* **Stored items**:
- Opening Delimiter -
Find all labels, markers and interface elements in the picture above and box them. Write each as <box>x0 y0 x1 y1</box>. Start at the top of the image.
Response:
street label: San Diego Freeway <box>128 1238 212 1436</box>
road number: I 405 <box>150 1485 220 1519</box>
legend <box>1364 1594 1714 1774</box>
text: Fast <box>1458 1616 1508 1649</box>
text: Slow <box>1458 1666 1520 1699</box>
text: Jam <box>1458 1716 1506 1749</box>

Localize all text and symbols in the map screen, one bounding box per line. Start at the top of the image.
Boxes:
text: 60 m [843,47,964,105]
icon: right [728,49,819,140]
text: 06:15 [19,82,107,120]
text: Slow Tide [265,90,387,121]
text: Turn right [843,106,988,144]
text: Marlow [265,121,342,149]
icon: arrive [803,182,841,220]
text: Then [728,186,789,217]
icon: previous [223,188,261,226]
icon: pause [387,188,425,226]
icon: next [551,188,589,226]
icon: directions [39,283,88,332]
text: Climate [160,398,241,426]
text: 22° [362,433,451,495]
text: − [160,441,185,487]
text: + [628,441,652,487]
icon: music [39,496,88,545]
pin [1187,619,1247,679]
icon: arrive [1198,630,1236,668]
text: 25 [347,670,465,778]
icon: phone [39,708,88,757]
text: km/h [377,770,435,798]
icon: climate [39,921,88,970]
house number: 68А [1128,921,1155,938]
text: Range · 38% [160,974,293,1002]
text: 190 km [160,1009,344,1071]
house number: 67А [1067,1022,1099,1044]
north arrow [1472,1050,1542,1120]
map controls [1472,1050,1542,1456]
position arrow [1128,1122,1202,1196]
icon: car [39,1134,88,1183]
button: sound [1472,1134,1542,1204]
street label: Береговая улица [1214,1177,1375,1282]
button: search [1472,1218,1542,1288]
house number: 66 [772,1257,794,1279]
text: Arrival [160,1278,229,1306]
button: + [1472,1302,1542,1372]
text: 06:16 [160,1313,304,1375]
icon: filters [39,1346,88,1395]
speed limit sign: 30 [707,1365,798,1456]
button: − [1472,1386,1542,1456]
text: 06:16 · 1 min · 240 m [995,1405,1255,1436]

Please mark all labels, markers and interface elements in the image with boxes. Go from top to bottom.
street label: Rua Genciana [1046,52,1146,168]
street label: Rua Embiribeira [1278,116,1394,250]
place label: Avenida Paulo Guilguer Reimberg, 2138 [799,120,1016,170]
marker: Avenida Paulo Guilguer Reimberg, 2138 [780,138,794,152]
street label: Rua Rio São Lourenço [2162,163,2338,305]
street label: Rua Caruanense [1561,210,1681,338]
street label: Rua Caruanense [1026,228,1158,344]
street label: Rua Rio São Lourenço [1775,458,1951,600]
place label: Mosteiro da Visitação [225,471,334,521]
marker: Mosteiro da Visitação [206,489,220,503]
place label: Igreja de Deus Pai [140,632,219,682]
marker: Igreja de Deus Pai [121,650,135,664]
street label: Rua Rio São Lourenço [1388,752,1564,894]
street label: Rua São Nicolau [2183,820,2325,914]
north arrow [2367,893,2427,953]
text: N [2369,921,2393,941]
- Closing Delimiter -
* **YOUR ASSIGNMENT**:
Make a copy of each line in the records above that has the word "Guilguer".

* **TASK OUTPUT**:
place label: Avenida Paulo Guilguer Reimberg, 2138 [799,120,1016,170]
marker: Avenida Paulo Guilguer Reimberg, 2138 [780,138,794,152]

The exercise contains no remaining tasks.